For employees to truly embrace a new concept, whether it be a merger, name change or acquisition, they need to be integrally involved in the process. From the start we wanted to ensure our employees understood that they were an important part of the creation of the new NATIVE brand and we provided employees with the opportunity to discuss and debate various aspects of the merger. Our aim was to lift the heavy aspects of the change with fun.
The Making of NATIVE campaign was run over four months and covered the key elements of the formation of NATIVE, kicking off with the first phase, Origins, which focused on the unique abilities and talents being brought to the NATIVE stable.
With the three agencies operating out of their offices for the first three months of the merger, we had to find of a way to get them speaking to one another. We launched an internal social networking site called "Think NATIVE". Employees were encouraged to interact on this platform and we spoke to them regularly about merger developments. Employees wrote about different themes - including 'origins of the Internet', 'my personal path to NATIVE' and input on our values.
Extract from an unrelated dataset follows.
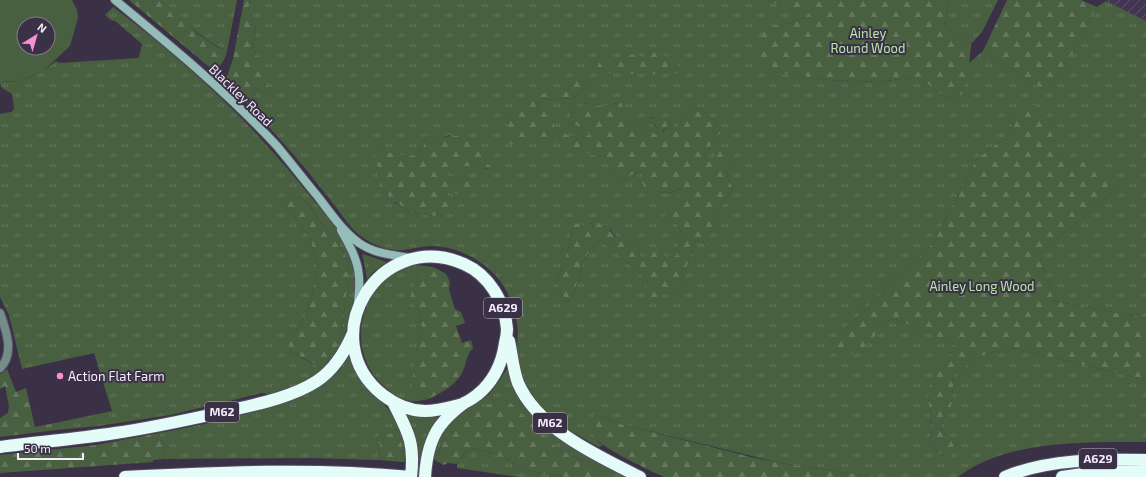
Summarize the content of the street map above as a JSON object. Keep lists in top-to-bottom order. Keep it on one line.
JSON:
{"streets":{"highway":["A629","M62"],"street":["Blackley Road"]},"crossings":[["Blackley Road","A629"],["A629","M62"]],"parks":["Ainley Round Wood","Ainley Long Wood"],"places":["Action Flat Farm"],"scale_bar":"50 m","north":"top right"}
Think NATIVE was also used for crowdsourcing - we moved the best content from this platform to the official website
for the public to read. This formed the basis of our 'inside out' approach. Essentially, we were giving the world a view of the process we were going through, working with our employees to develop the brand form the inside first and then sharing that information with the outside world.
Internal events were held at different stages of the merger to encourage further interaction and relationship building, to begin the process of creating the new NATIVE culture and to minimise feelings of alienation and loss amongst employees. Two glamorous launch parties were held in Johannesburg and Cape Town to coincide with the Loerie Awards. We also held a Yoga day to celebrate the NATIVE value of agility, a mask-making day for our creativity value and a dress-up party for Tribal to name just a few.
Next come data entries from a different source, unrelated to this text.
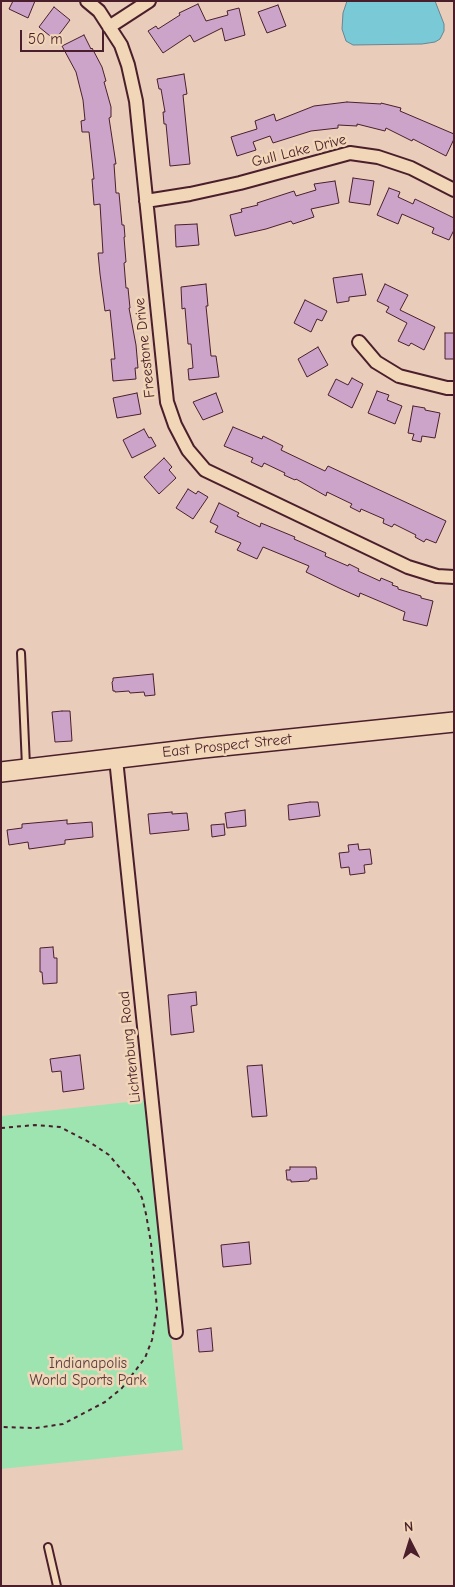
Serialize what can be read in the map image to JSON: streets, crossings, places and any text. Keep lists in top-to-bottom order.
{
  "streets": {
    "street": [
      "Gull Lake Drive",
      "Freestone Drive",
      "East Prospect Street",
      "Lichtenburg Road"
    ]
  },
  "crossings": [
    ["Gull Lake Drive", "Freestone Drive"],
    ["East Prospect Street", "Lichtenburg Road"]
  ],
  "parks": ["Indianapolis World Sports Park"],
  "scale_bar": "50 m",
  "north": "top"
}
The third stage focused on the thought-leaders in the company and podcasts were produced, covering 11 industry insights for 2011. These were placed on the website as well as handed out to existing and potential clients.
The final phase focused on the mobilisation of employees into a new office. Videos were created of the building of the new NATIVE premises and employees once again shared their thoughts on the process.
Throughout the process employees were blogging and social networking about their experiences. Obviously exposing a newly-hatched company to the world through social networking and live events on the web is a brave move. It makes one vulnerable, but at the same time we made a point of being totally open, honest and willing to listen, which is what we stand for at NATIVE. It also provides the public with a unique insight into the culture of the company.
The exercise has been highly successful for NATIVE and it's given us a chance to see how powerful social networking can be. It's what we preach, so it we knew it would work.
If other companies want to follow a process like this, I would recommend getting involved with an agency that understands the space. Apart from the set up of the social networking side, it needs to be understood that if you are going to be exposing your company to the opinions of employees and the public, you need to be prepared to handle the feedback you receive. Having a community management team on board is vital as they will know how to turn a negative into a positive in the public domain.
You need to know what your objectives are during the merger campaign, you need to be sincere and when you get feedback you need to respond and have people equipped to ensure a positive outcome for your brand.